BEGIN Material provided
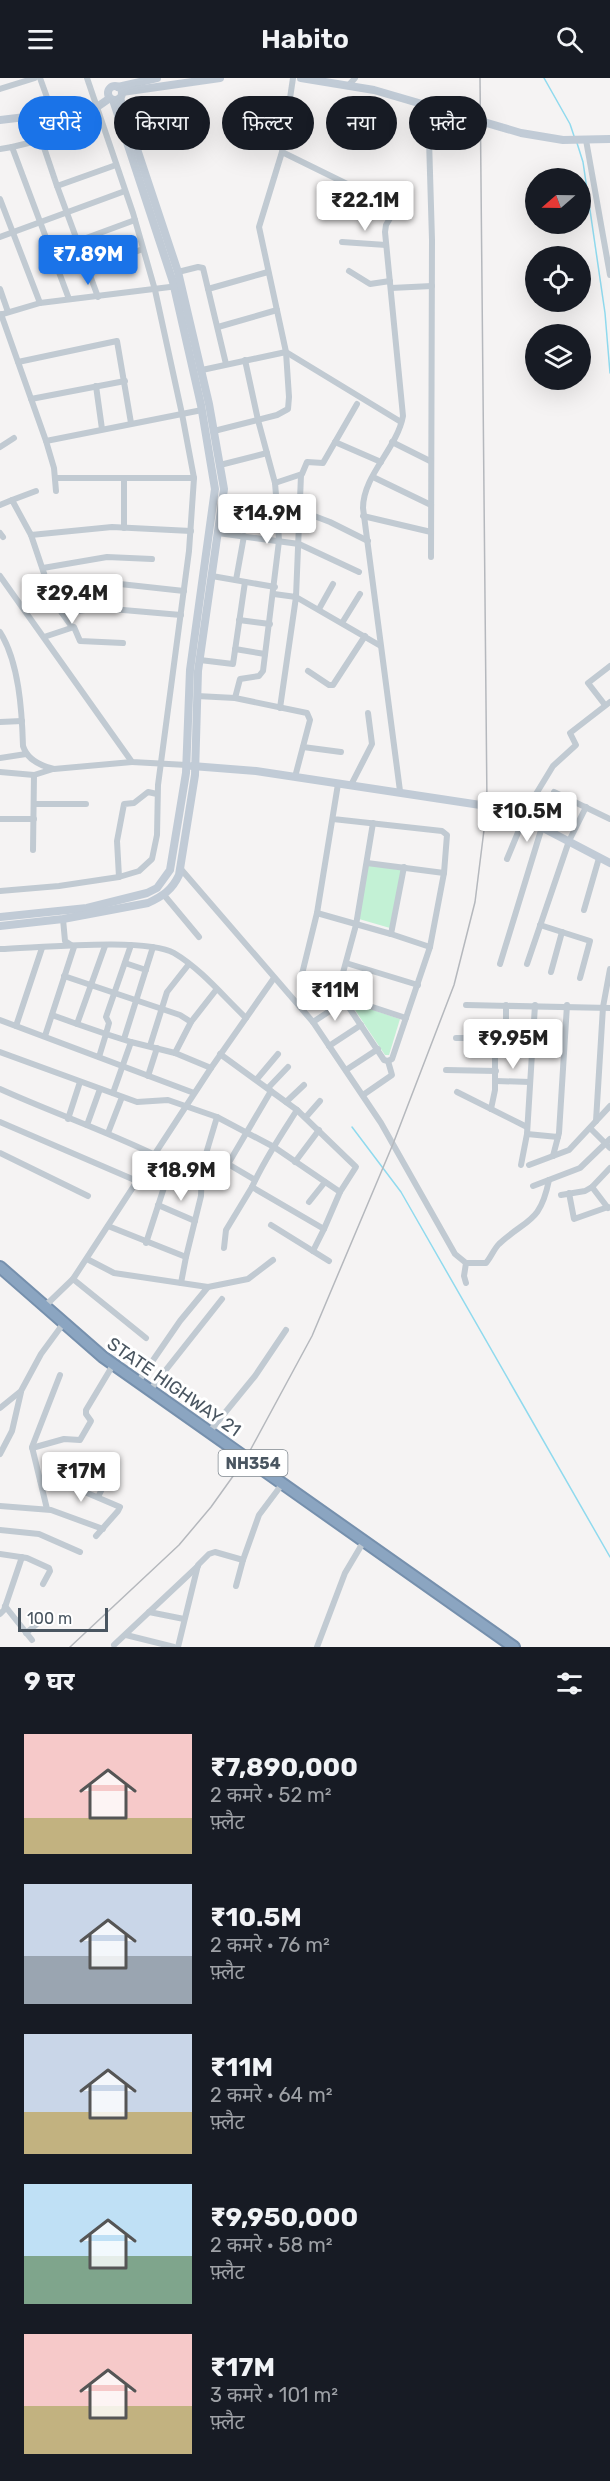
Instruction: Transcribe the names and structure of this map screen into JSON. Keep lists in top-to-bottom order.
{
  "streets": {
    "highway": ["STATE HIGHWAY 21", "NH354"]
  },
  "scale_bar": "100 m",
  "north": "left",
  "page": {
    "header": "Habito",
    "chip": [
      "खरीदें",
      "किराया",
      "फ़िल्टर",
      "नया",
      "फ़्लैट"
    ],
    "price": [
      "₹22.1M",
      "₹7.89M",
      "₹14.9M",
      "₹29.4M",
      "₹10.5M",
      "₹11M",
      "₹9.95M",
      "₹18.9M",
      "₹17M"
    ],
    "scale": "100 m",
    "heading": "9 घर",
    "list": [
      {
        "name": "₹7,890,000",
        "note": "2 कमरे · 52 m² · फ़्लैट"
      },
      {
        "name": "₹10.5M",
        "note": "2 कमरे · 76 m² · फ़्लैट"
      },
      {
        "name": "₹11M",
        "note": "2 कमरे · 64 m² · फ़्लैट"
      },
      {
        "name": "₹9,950,000",
        "note": "2 कमरे · 58 m² · फ़्लैट"
      },
      {
        "name": "₹17M",
        "note": "3 कमरे · 101 m² · फ़्लैट"
      }
    ]
  }
}
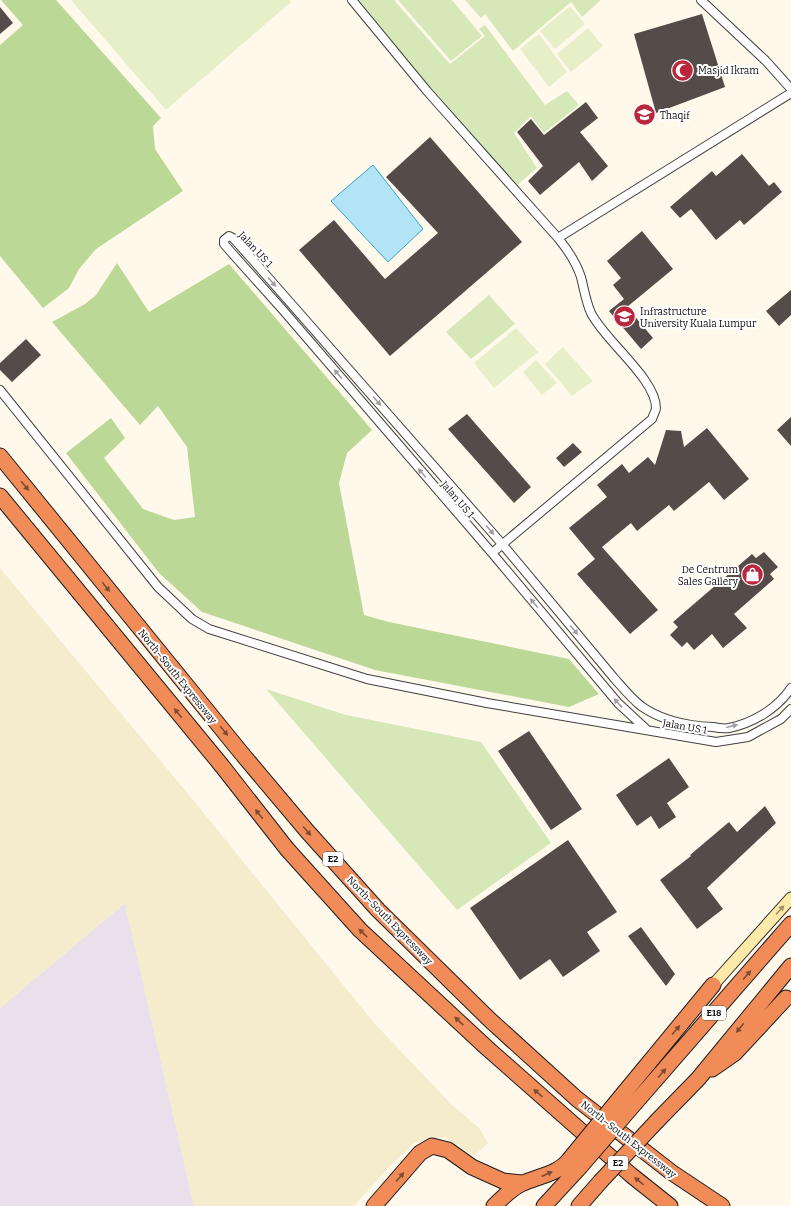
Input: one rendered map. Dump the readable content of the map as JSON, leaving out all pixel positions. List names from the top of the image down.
{
  "streets": {
    "highway": ["North–South Expressway", "E2", "E18"],
    "street": ["Jalan US 1"]
  },
  "places": {
    "mosque": ["Masjid Ikram"],
    "school or university": ["Thaqif", "Infrastructure University Kuala Lumpur"],
    "shop": ["De Centrum Sales Gallery"]
  }
}
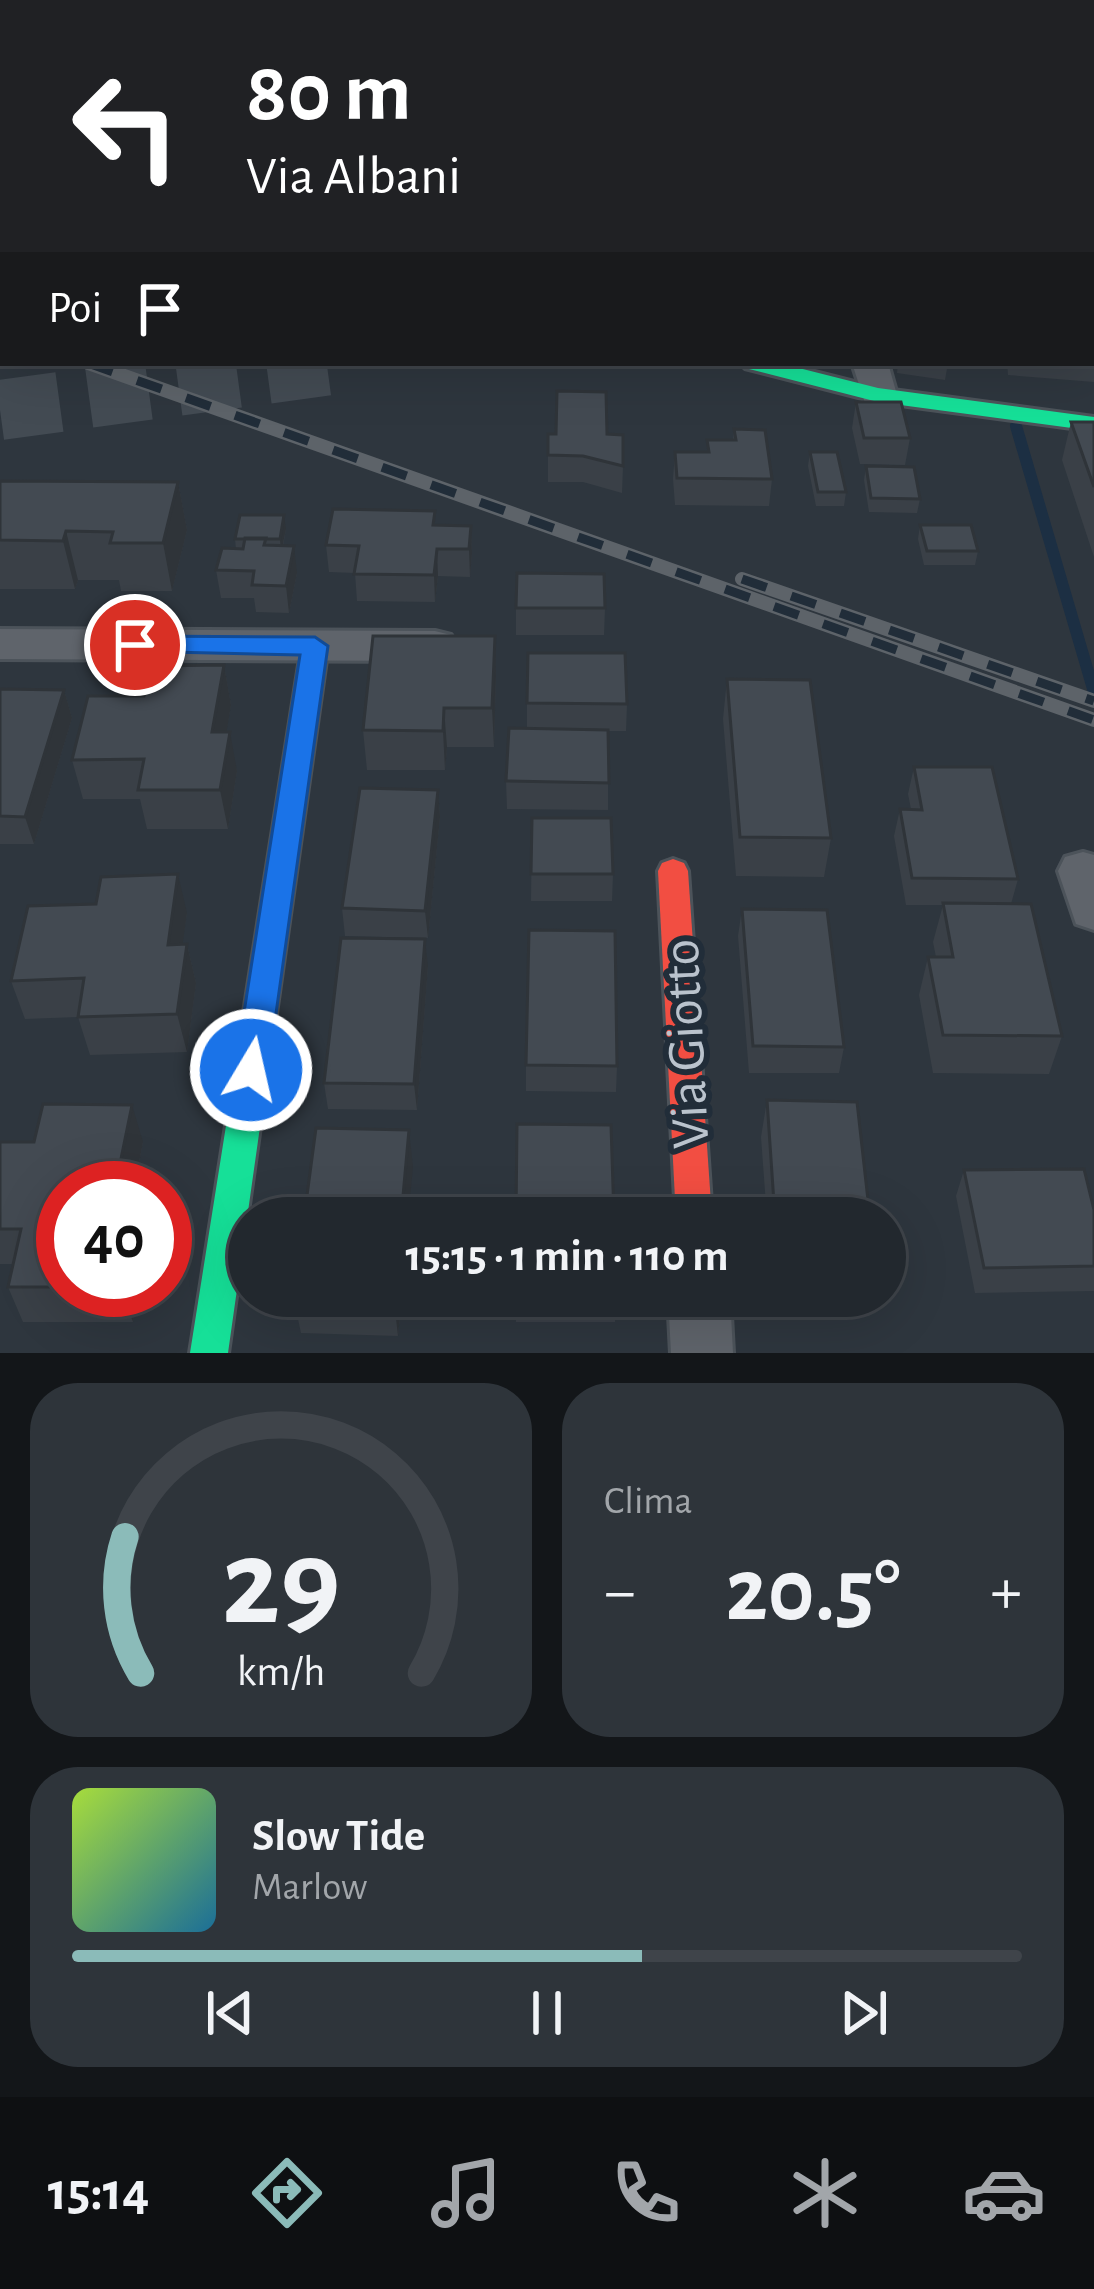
END Material provided
Copy the records exactly. Skip the images.

The completed task -
Instruction: Transcribe the names and structure of this map screen into JSON. Keep lists in top-to-bottom order.
{
  "streets": {
    "highway": ["STATE HIGHWAY 21", "NH354"]
  },
  "scale_bar": "100 m",
  "north": "left",
  "page": {
    "header": "Habito",
    "chip": [
      "खरीदें",
      "किराया",
      "फ़िल्टर",
      "नया",
      "फ़्लैट"
    ],
    "price": [
      "₹22.1M",
      "₹7.89M",
      "₹14.9M",
      "₹29.4M",
      "₹10.5M",
      "₹11M",
      "₹9.95M",
      "₹18.9M",
      "₹17M"
    ],
    "scale": "100 m",
    "heading": "9 घर",
    "list": [
      {
        "name": "₹7,890,000",
        "note": "2 कमरे · 52 m² · फ़्लैट"
      },
      {
        "name": "₹10.5M",
        "note": "2 कमरे · 76 m² · फ़्लैट"
      },
      {
        "name": "₹11M",
        "note": "2 कमरे · 64 m² · फ़्लैट"
      },
      {
        "name": "₹9,950,000",
        "note": "2 कमरे · 58 m² · फ़्लैट"
      },
      {
        "name": "₹17M",
        "note": "3 कमरे · 101 m² · फ़्लैट"
      }
    ]
  }
}
Input: one rendered map. Dump the readable content of the map as JSON, leaving out all pixel positions. List names from the top of the image down.
{
  "streets": {
    "highway": ["North–South Expressway", "E2", "E18"],
    "street": ["Jalan US 1"]
  },
  "places": {
    "mosque": ["Masjid Ikram"],
    "school or university": ["Thaqif", "Infrastructure University Kuala Lumpur"],
    "shop": ["De Centrum Sales Gallery"]
  }
}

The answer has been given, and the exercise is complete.